(Collected data)
******

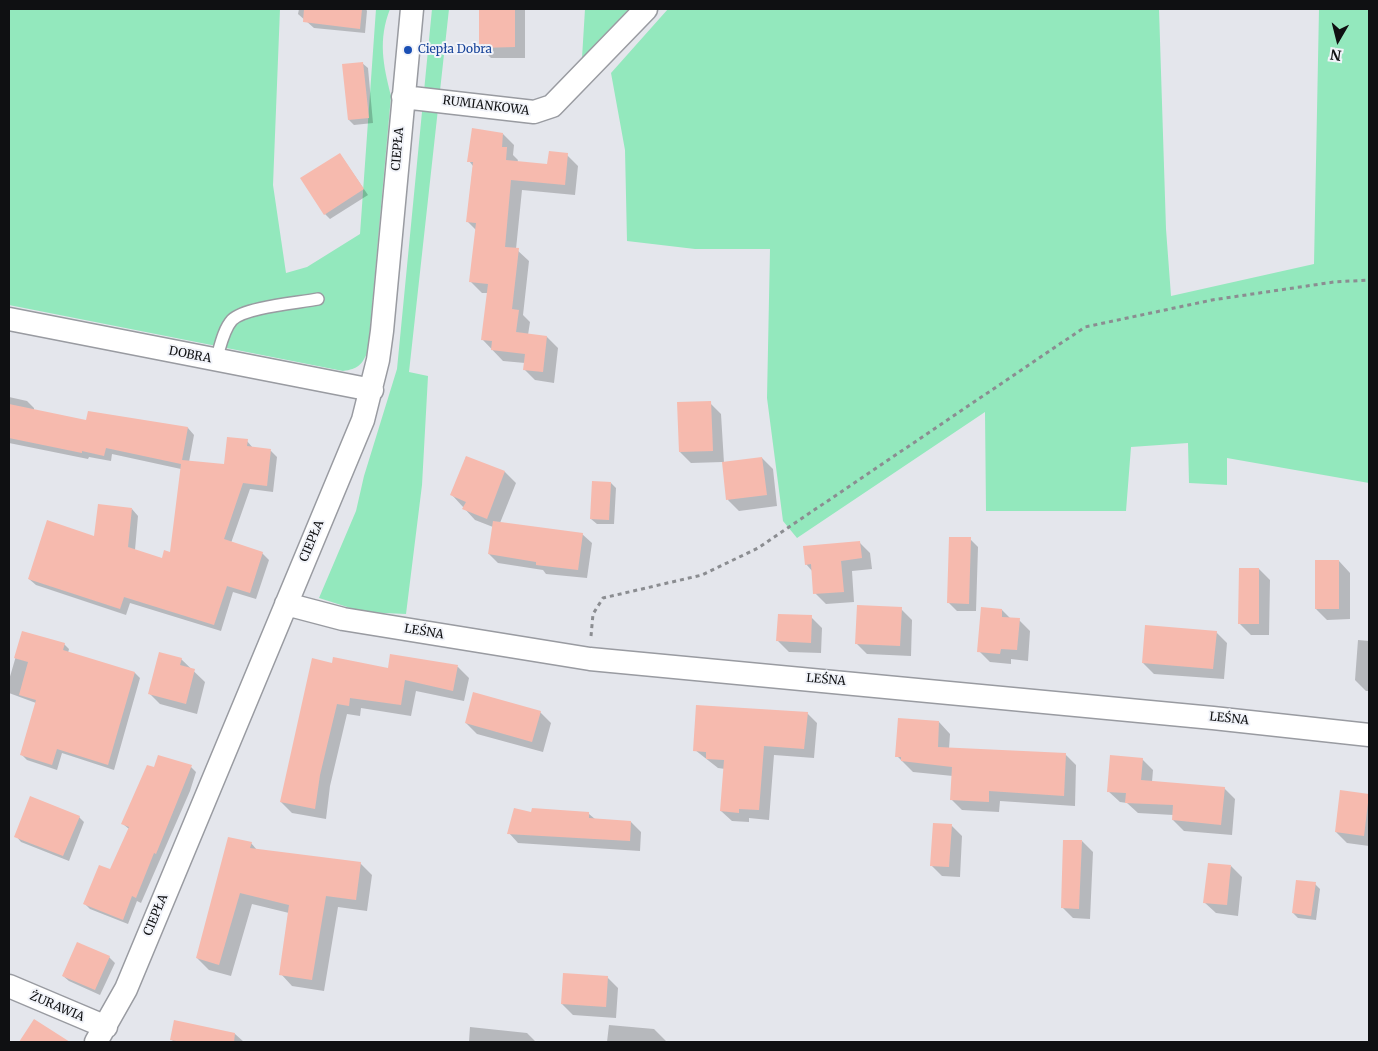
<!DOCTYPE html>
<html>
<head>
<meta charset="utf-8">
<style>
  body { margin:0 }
  #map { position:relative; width:1378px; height:1051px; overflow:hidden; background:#e4e6ec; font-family:Merriweather,serif }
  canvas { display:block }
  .frame { position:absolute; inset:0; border:10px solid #0f1012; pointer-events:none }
  .north { position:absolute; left:1313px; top:15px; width:50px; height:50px; -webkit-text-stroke:4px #f1f3f9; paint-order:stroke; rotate:188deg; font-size:14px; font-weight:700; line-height:20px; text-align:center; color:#0f1012 }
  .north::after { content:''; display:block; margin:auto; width:18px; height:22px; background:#0f1012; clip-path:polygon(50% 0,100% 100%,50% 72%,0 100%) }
</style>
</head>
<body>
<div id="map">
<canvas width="1378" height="1051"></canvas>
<div class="frame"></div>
<div class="north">N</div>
</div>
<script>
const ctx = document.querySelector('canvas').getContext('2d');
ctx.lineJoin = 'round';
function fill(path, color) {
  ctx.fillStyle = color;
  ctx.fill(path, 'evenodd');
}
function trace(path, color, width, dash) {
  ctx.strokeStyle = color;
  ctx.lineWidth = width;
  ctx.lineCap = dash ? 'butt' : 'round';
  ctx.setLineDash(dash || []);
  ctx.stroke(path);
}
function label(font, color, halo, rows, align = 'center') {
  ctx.font = font + ' Merriweather,serif';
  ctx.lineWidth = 4;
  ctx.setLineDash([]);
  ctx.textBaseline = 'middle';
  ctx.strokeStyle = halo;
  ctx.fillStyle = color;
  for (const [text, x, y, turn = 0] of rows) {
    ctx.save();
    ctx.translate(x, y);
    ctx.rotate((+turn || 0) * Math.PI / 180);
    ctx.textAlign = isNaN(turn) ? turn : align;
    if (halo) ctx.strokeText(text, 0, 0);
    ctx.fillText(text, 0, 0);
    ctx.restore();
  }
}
fill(new Path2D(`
  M9,9H280L273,185L286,273L307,267L360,234L376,9H390C378,40 383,64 391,96L368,351C362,365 358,369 343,371L9,305Z
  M432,9H449L409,372L428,376L422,485L406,614L363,612L319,598L356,511L364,476L397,369Z
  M585,9H629L582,58Z
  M668,9H1159L1166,229L1171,296L1314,264L1319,9H1369V483L1227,458V485L1189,483L1188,443L1131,447L1126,511H986L985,412L797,538L783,521L767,398L770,249H695L627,241L625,150L611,73Z`), '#93e8bd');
fill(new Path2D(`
  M299,9H366L367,11L365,33L314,28L298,14Z
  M479,9H525V58H491L480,47Z
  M362,63L368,68L373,123L354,125L349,120Z
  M503,134L514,145L513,155L518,160L517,163L549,165L567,155L578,166L575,195L522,190L516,249L529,261L523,315L530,322L528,335L547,337L558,348L554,383L535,380L524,369L525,363L503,361L482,339L488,293H482L471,282L477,231L467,221L473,166L469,161Z
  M340,154L368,195L330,219L325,214Z
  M9,397L27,401L34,408V410L87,421L188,428L194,435L189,462L225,465L247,441L253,448L271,451L277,457L273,492L250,489L231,543L262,553L269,560L256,599L233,592L221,631L130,603L126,615L36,585L29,579L95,537L132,509L138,516L135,550L163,559L171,554L181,469L112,454L111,461L89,457L88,459L9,443Z
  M710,403L721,414L724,463L762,458L773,469L777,506L739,511L728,500L723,462L691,463L680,452Z
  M466,457L505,472L516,483L500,523L582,534L592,543L587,578L546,574L543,570L498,563L489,554L493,527L475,520L452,495Z
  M611,483L616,488L614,524H597L591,519Z
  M970,539L978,547L976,611H957L948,602Z
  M859,542L870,553L872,569L852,571L854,602L826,604L815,593L813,572L806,564Z
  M1339,561L1350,573V619L1327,620L1316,609Z
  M1259,569L1270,580L1269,635H1251L1240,624Z
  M901,609L912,620L911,656L867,654L856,643Z
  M1002,610L1011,619L1019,620L1030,631L1028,661L1011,659V664L990,662L979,651Z
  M811,617L822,628L821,653L789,652L778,641Z
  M23,632L64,644L69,649L68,653L135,673L140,678L114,770L62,753L57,770L27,760L22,755L36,703L9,693V680Z
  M1216,632L1227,643L1224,679L1154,674L1143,663Z
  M1358,640L1369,641V691H1366L1355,680Z
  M181,659L205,682L197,714L160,704L149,693Z
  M333,664L389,669L458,667L469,678L464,701L416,691L411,716L361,708L360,716L347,714L330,786L326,819L292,813L281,802Z
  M540,712L551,723L543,752L477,734L466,723Z
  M807,713L817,723L814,758L774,755L769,820L749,818V822L732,821L721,811L725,769L718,768L695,750Z
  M939,722L950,734L949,749L1065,754L1076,765L1075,806L1000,801L999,812L962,810L951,799L953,776L913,772L897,756Z
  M1142,759L1153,770L1152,782L1224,788L1235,799L1232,835L1184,831L1173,820V815L1138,813L1127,803L1120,802L1108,791Z
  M191,767L196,772L190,791L141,903L137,901L128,924L90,909L85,904L111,871L129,829L123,824L155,769Z
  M1369,795V846L1347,843L1336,832Z
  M532,814H589L595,819L631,822L641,832L640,851L518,843L509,833Z
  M79,817L84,822L69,861L21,842L16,836Z
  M951,825L962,836L960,877L942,876L931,865Z
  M1082,841L1093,852L1090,919L1073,918L1062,907Z
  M251,843L257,850L360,863L372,875L367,911L338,907L324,991L292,986L281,974L289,913L252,904L231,976L209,970L197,958Z
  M1231,866L1242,877L1238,916L1216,913L1204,902Z
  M1315,884L1320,889L1316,920L1298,918L1293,913Z
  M78,943L109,957L115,963L100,995L69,981L63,976Z
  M607,977L618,988L616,1018L573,1015L562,1004Z
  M175,1022L235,1034L244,1042H174L171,1039Z
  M609,1025L654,1029L667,1042H607Z
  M470,1027L527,1033L536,1042H469Z`), '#0003');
fill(new Path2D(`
  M304,9H362L360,29L303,22Z
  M479,9H515V47L479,48Z
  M363,62L369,118L348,120L342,64Z
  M472,128L503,133L502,147H507L506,160L547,164L549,151L568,153L565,185L511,180L505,247L519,248L512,309L519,310L516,332L547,336L543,372L523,370L525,354L491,350L492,341L481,340L488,284L469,282L476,223L466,222L473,162H467Z
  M340,153L364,189L324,215L300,178Z
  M711,401L713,451L679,452L677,402Z
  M9,404L86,420L88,411L188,427L182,460L224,464L227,437L248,439L247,446L271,449L267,486L243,483L224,539L263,552L250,593L227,586L214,625L124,597L120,609L28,579L47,520L94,536L98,504L132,508L128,547L162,558L164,550L170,552L181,464L106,448L104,456L82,451V453L9,438Z
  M466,456L505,471L487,519L462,509L466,502L450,495Z
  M762,457L767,495L726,500L722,462Z
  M592,481L611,482L609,520L590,519Z
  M493,521L583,533L578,570L536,565V562L488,554Z
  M949,537H971L969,604L947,603Z
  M860,541L862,558L841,561L844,592L813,594L811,564L805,565L803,546Z
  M1315,560H1339V609H1315Z
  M1239,568H1259V624H1238Z
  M857,605L902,607L900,646L855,644Z
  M981,607L1002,609V617L1020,618L1017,650L1001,649L1000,654L977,652Z
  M778,614L812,615L811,643L776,641Z
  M1145,625L1217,631L1213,669L1142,663Z
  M22,631L65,643L63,650L135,672L108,765L57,749L52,765L20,755L36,700L19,695L28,662L14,658Z
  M159,652L182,658L180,665L195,669L186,704L148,694Z
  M390,654L458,665L453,691L405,680L401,705L350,698L349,706L337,704L320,775L315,809L280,802L312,658L332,663L333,657L388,668Z
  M473,692L541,711L532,742L465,723Z
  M696,705L808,712L804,749L764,746L759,810L739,809V813L720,811L724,760L706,759V752L693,751Z
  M898,718L939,721L938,747L1066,753L1064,796L989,791V802L950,800L952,767L901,761V757H895Z
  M158,755L192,765L156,854L154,853L136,898L132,896L123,920L83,904L99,865L110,869L129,827L121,824L147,765L154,767Z
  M1110,755L1143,758L1141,780L1225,787L1221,825L1172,820L1173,805L1125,803L1126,793L1107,792Z
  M1340,790L1369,794L1364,836L1335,832Z
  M30,796L80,816L63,856L14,837Z
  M514,808L531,812L532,808L589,812V818L631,821L630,841L507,834Z
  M933,823L952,824L949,867L930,866Z
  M228,837L252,842L250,848L361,862L356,900L326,896L312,980L279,975L289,905L240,893L219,965L196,958Z
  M1063,840H1082L1079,909L1061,908Z
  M1208,863L1231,865L1227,905L1203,903Z
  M1296,880L1316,882L1311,916L1292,913Z
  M77,942L110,956L95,990L62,976Z
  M563,973L608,976L606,1007L561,1004Z
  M34,1019L70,1042H19Z
  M174,1020L235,1033L234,1042H183L170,1040Z`), '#f6baae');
const service = new Path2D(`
  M216,360C220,348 223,330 232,320C245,307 298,303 318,299`);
const minor = new Path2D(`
  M403,97L534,112L552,106L646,9
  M9,319L372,390
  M286,604L343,619L590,659L1213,718L1369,735
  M9,986L106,1027
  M96,1042L126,989L363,420L378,360L382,331L412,9`);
trace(service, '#999ba1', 14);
trace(minor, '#999ba1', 25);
trace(new Path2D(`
  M591,636L593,614L603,598L702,575L758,548L1085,327L1212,300L1334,282L1369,280`), '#8b8d91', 3, [4, 4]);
trace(service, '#fff', 11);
trace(minor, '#fff', 22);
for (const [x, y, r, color] of [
  [408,50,5,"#1a4fb4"]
]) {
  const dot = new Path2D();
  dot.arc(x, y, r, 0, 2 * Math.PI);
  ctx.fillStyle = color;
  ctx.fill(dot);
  trace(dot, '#f1f3f9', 2);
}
label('12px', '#164399', '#f1f3f9', [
  ["Ciepła Dobra",418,50]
], 'left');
label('12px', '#0f1012', '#f1f3f9', [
  ["RUMIANKOWA",486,106,7],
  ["CIEPŁA",398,149,-85],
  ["DOBRA",190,355,11],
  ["CIEPŁA",312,541,-67],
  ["LEŚNA",424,632,9],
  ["LEŚNA",826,680,5],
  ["LEŚNA",1229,719,6],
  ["CIEPŁA",156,915,-67],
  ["ŻURAWIA",57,1007,23]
]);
</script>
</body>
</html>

******

**TASK DIRECTIONS**
Copy out every line of the data that includes the word "function".

**SOLVED EXERCISE**
function fill(path, color) {
function trace(path, color, width, dash) {
function label(font, color, halo, rows, align = 'center') {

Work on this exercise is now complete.